Mentally calculating logarithms


#1

In the thread about calculating higher powers, we talked about the importance of logarithms.

In my view this is one of the key skills in mental calculation.
It makes a lot of difficult calculations easier.
For example:
Taking the square root of a number becomes division by 2.
Multiplication becomes addition.
Any power of a number can be found by multiplication.
Etc., etc.

Being able to mentally manipulate numbers is the basic skill.
To be good at mental calculation one needs to have the ABC-mentality: Always Be Calculating.

In the other thread I explained how to calculate powers by only remembering 6 logarithms: 2, 3, 7, 1.1, 1.01 and 0.9).
Actually, the numbers 2, 3, and 7 also do not need to be memorized, since one can always calculate them.
For speed, the more numbers are memorized the better.

If more people are interested in this, we could exchange tips on doing certain calculations.


#2

Here’s a good intro for those already not familiar with logarithms:

…and here’s a couple of links on doing mental logarithms:
http://curiousmath.com/index.php?name=News&file=article&sid=32
http://curiousmath.com/index.php?name=News&file=article&sid=43


#3

Ok, let’s talk about mentally calculating logarithms.
Let’s see if we can derive log 2.

Recall from this thread that log 1.01 = 0.0043. This is the log for ‘plus 1 %’.
Let’s assume we only memorize this number.

Let’s look at the evolution of 2^n:
1:2
2:4
3:8
4:16
5:32
6:64
7:128
8:256
9:512
10:1024

So 2^10 = 1024. Now 1024 is a number that makes it easy to calculate the log for.
Let’s see if we can guess the log 1024.
Log 1000 = 3, so it must a little bit more than 3.
1024 = 2.4% more than 1000.
If log 1% = 0.0043 then 2.4 must be close to 2.4 times .0043.
2.4 X .0043 = .01032.
So we can estimate that log 1024 = 3.01032.
Recall that 1024 = 2^10.
log (2^10) = 10 times log 2.
If log 2^10 = 3.01032, then it follows that log 2 = 3.01032/10 = 0.301032.

If we look at the exact number, we see that log 2 = 0.301030.
See how close we can get?


#4

Here’s a great video working out base 10 logs, including the 1% and 10% adjustments:


#5

Excellent find!
It seems the guy in the video uses the same technique as I do.

Is it just us interested in this?
I can explain how I calculate a lot of numbers mentally, but it seems not a lot of people are interested.

At some point in my life (nurturing my nerd side) I wanted to know if I could mentally calculate all numbers from 1-100 using only log(2) as a starting point.
Now I can calcutate all numbers using no memorized numbers.


#6

Earlier in this thread we calculated the logarithm of 2, just by multiplication by 2.

Can we calculate log(3) doing the same?
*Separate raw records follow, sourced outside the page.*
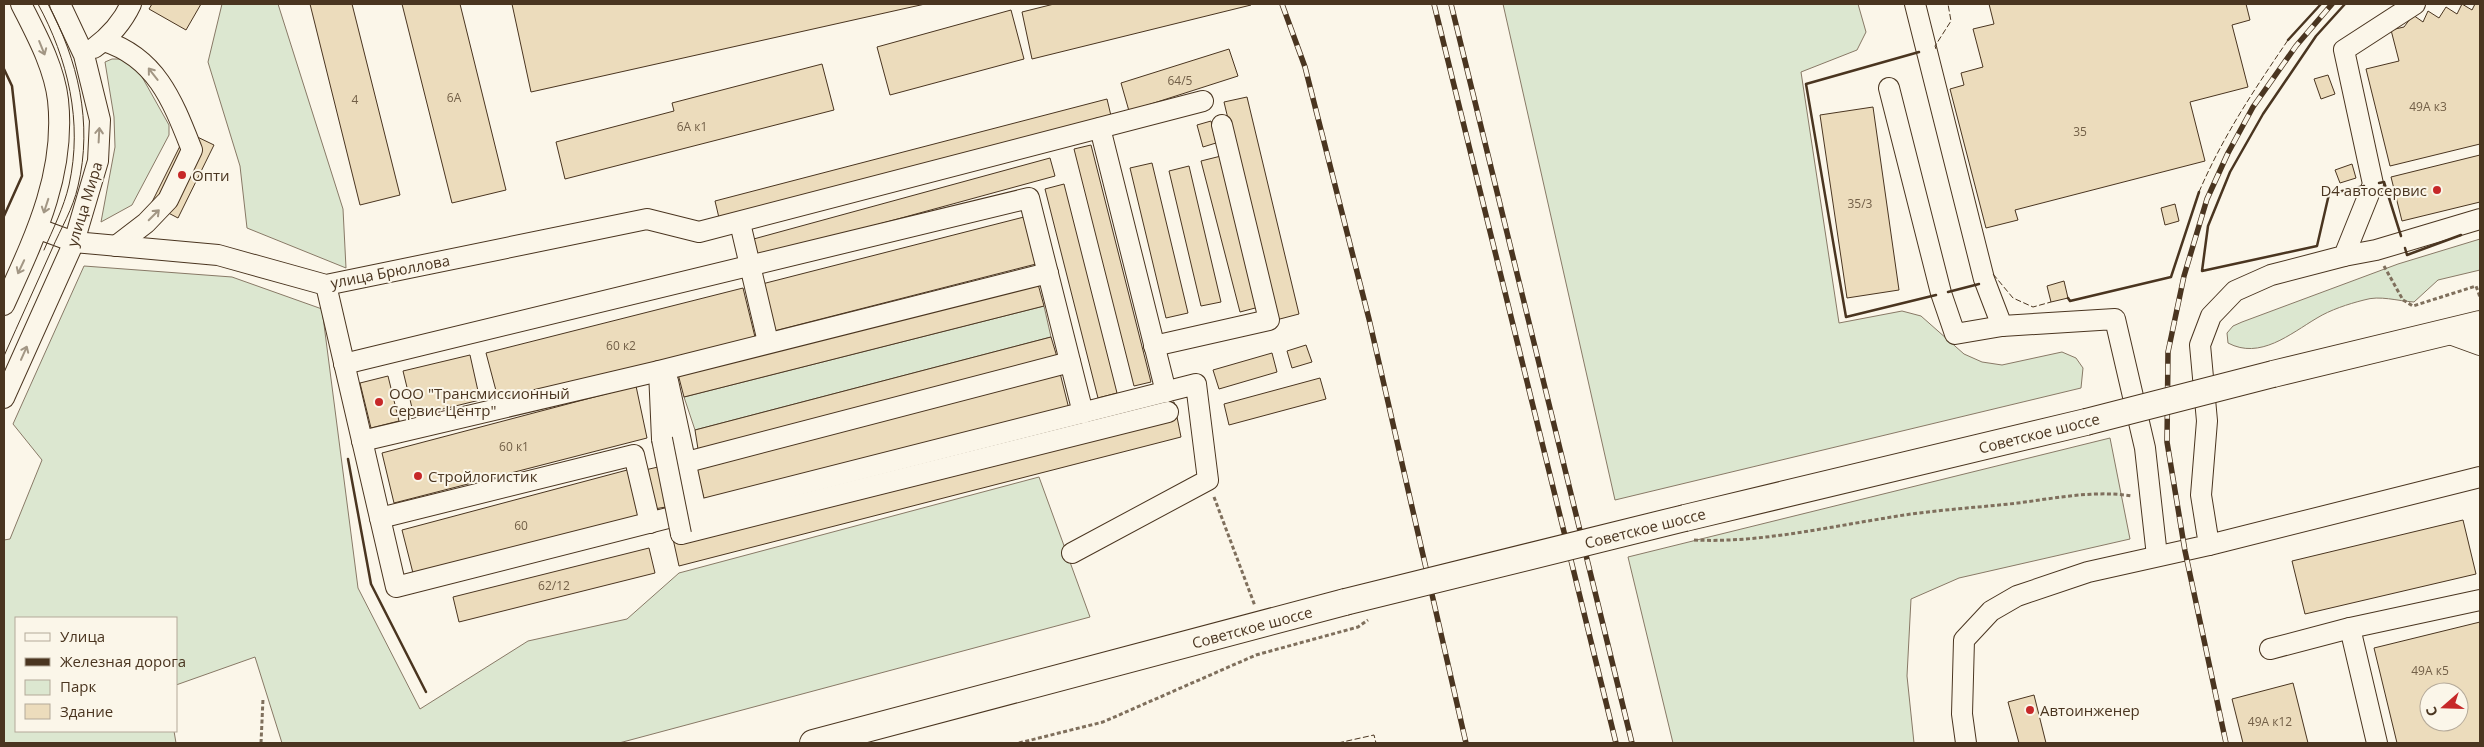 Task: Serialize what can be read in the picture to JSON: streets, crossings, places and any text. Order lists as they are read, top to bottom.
{
  "streets": {
    "main road": ["Советское шоссе"],
    "street": ["улица Мира", "улица Брюллова"]
  },
  "crossings": [
    ["улица Мира", "улица Брюллова"]
  ],
  "places": [
    "Опти",
    "D4 автосервис",
    "ООО \"Трансмиссионный Сервис Центр\"",
    "Стройлогистик",
    "Автоинженер"
  ],
  "house_numbers": [
    "64/5",
    "6А",
    "4",
    "49А к3",
    "6А к1",
    "35",
    "35/3",
    "60 к2",
    "60 к1",
    "60",
    "62/12",
    "49А к5",
    "49А к12"
  ],
  "legend": [
    "Улица",
    "Железная дорога",
    "Парк",
    "Здание"
  ],
  "north": "left"
}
The answer is yes.

Let’s look at the evolution of 2^n, only this time we take it a bit further:
1:2
2:4
3:8
4:16
5:32
6:64
7:128
8:256
9:512
10:1024
11: 2048
12: 4096
13: 8192
14: 16384
15: 32768
16: 65536

Now look at the evolution of 3^n:
1: 3
2: 9
3: 27
4: 81
5: 243
6: 729
7: 2187
8: 6561

This is an interesting situation: 65536 is almost 10 times as big as 6561!
Let’s assume that it is exactly 10 times bigger and see what value of log(3) this gives.

2^16 = 10 X 3^8 starting point
log(2^16) = log(10 X 3^8) take the logarithm of left and right
16 X log(2) = log(10) + 8 X log(3) take the exponents out
16 X log(2) = 1 + 8 X log(3) evaluate log(10)
2 X log(2) = 1/8 + log(3) divide by 8
log(3) = 2 X log(2) -1 /8 subtract 1/8 and swap sides
log(3) = 2 X 0.30103 - 0.125 evaluate log 2
log(3) = 0.60203 - 0.125 do the multiplication and sutract
log(3) = 0.47703 done.

Using a calculator we find log(3) = 0.47712
The difference is 9 in 100,000.
In my book that is pretty close.


#7

Hello Kinma, I’m new to the forum and mental calculation is (another) interest of mine that I would like to foster! I’m in the process of memorizing the squares of 2 digit numbers - just for fun :p. Although I think I’m particularly fascinated by mental division as to those on the outside it just seems unfathomable - I especially like cyclic numbers because you can practise mental calculation and memory!

Don’t know much about logarithms but would like to learn so to answer your question: it is not just you two interested!


#8

Welcome, CRM!

As far as 2-digit squares go, you don’t have to memorize them. There are surprisingly simple ways to quickly calculate them. Here’s my tutorial that covers both memory and mathematical approaches:

I also put together a mental division tutorial…

…but this video shows how to handle decimals up to 15:

As for starting with logarithms, get the basics down first. Here’s a good starting way to think of them…

…and here are some good intuitive and conceptual way to think of exponents and logarithms:
http://betterexplained.com/articles/understanding-exponents-why-does-00-1/
http://betterexplained.com/articles/using-logs-in-the-real-world/

Those last 3 links don’t cover much in the way of mental math with logarithms, but you want to understand what they are and how to use them before you deal with the short cuts!


#9

It is an excellent tool to have.
In meetings I can estimate a number long before anybody else can calculate it.
I am not faster than a calculator though, I just love to guess a number with a little bit of accuracy.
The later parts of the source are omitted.